WHAT YOU WILL DO | Reproduce the following entries verbatim, each one complete.

• • • • • • •

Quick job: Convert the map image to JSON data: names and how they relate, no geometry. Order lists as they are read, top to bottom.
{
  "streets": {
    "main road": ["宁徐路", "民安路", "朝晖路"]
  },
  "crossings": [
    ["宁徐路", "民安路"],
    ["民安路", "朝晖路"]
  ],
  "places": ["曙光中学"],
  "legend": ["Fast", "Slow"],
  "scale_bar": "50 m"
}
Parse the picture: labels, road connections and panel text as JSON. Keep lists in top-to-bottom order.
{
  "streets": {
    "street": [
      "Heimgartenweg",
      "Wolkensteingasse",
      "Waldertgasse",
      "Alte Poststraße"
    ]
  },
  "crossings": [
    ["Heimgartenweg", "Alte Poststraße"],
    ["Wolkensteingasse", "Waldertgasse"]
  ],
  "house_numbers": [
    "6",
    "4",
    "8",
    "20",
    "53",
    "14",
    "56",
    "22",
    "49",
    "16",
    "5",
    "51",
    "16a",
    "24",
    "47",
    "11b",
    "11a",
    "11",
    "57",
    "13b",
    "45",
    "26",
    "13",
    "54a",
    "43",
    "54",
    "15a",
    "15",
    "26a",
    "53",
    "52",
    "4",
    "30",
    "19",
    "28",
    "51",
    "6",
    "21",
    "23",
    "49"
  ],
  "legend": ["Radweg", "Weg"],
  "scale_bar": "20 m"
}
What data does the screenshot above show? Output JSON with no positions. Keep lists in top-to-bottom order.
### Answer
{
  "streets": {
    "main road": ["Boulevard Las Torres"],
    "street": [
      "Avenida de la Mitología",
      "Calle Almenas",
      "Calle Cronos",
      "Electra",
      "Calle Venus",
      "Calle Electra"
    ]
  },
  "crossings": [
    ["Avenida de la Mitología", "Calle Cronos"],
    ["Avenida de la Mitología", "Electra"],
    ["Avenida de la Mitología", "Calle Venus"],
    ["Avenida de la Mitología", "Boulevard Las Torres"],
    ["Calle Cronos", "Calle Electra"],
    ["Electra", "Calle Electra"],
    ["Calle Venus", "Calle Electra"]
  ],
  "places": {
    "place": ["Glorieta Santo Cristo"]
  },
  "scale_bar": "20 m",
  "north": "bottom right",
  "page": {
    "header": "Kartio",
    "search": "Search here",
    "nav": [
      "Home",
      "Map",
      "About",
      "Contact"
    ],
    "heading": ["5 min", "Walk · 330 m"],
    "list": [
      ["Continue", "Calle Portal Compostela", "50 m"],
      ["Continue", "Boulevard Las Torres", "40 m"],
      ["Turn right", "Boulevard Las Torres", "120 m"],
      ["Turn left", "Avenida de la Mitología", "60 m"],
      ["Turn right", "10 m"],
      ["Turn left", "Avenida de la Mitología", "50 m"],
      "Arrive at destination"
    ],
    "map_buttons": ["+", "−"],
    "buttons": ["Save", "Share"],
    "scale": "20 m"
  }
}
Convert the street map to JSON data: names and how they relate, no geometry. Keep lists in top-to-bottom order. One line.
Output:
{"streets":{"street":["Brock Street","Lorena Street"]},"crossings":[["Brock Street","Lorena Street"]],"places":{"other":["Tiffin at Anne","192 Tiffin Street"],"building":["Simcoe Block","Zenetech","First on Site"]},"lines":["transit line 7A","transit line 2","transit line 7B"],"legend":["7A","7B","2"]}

• • • • • • •

EXERCISE SOLUTION |
Quick job: Convert the map image to JSON data: names and how they relate, no geometry. Order lists as they are read, top to bottom.
{
  "streets": {
    "main road": ["宁徐路", "民安路", "朝晖路"]
  },
  "crossings": [
    ["宁徐路", "民安路"],
    ["民安路", "朝晖路"]
  ],
  "places": ["曙光中学"],
  "legend": ["Fast", "Slow"],
  "scale_bar": "50 m"
}
Parse the picture: labels, road connections and panel text as JSON. Keep lists in top-to-bottom order.
{
  "streets": {
    "street": [
      "Heimgartenweg",
      "Wolkensteingasse",
      "Waldertgasse",
      "Alte Poststraße"
    ]
  },
  "crossings": [
    ["Heimgartenweg", "Alte Poststraße"],
    ["Wolkensteingasse", "Waldertgasse"]
  ],
  "house_numbers": [
    "6",
    "4",
    "8",
    "20",
    "53",
    "14",
    "56",
    "22",
    "49",
    "16",
    "5",
    "51",
    "16a",
    "24",
    "47",
    "11b",
    "11a",
    "11",
    "57",
    "13b",
    "45",
    "26",
    "13",
    "54a",
    "43",
    "54",
    "15a",
    "15",
    "26a",
    "53",
    "52",
    "4",
    "30",
    "19",
    "28",
    "51",
    "6",
    "21",
    "23",
    "49"
  ],
  "legend": ["Radweg", "Weg"],
  "scale_bar": "20 m"
}
What data does the screenshot above show? Output JSON with no positions. Keep lists in top-to-bottom order.
### Answer
{
  "streets": {
    "main road": ["Boulevard Las Torres"],
    "street": [
      "Avenida de la Mitología",
      "Calle Almenas",
      "Calle Cronos",
      "Electra",
      "Calle Venus",
      "Calle Electra"
    ]
  },
  "crossings": [
    ["Avenida de la Mitología", "Calle Cronos"],
    ["Avenida de la Mitología", "Electra"],
    ["Avenida de la Mitología", "Calle Venus"],
    ["Avenida de la Mitología", "Boulevard Las Torres"],
    ["Calle Cronos", "Calle Electra"],
    ["Electra", "Calle Electra"],
    ["Calle Venus", "Calle Electra"]
  ],
  "places": {
    "place": ["Glorieta Santo Cristo"]
  },
  "scale_bar": "20 m",
  "north": "bottom right",
  "page": {
    "header": "Kartio",
    "search": "Search here",
    "nav": [
      "Home",
      "Map",
      "About",
      "Contact"
    ],
    "heading": ["5 min", "Walk · 330 m"],
    "list": [
      ["Continue", "Calle Portal Compostela", "50 m"],
      ["Continue", "Boulevard Las Torres", "40 m"],
      ["Turn right", "Boulevard Las Torres", "120 m"],
      ["Turn left", "Avenida de la Mitología", "60 m"],
      ["Turn right", "10 m"],
      ["Turn left", "Avenida de la Mitología", "50 m"],
      "Arrive at destination"
    ],
    "map_buttons": ["+", "−"],
    "buttons": ["Save", "Share"],
    "scale": "20 m"
  }
}
Convert the street map to JSON data: names and how they relate, no geometry. Keep lists in top-to-bottom order. One line.
Output:
{"streets":{"street":["Brock Street","Lorena Street"]},"crossings":[["Brock Street","Lorena Street"]],"places":{"other":["Tiffin at Anne","192 Tiffin Street"],"building":["Simcoe Block","Zenetech","First on Site"]},"lines":["transit line 7A","transit line 2","transit line 7B"],"legend":["7A","7B","2"]}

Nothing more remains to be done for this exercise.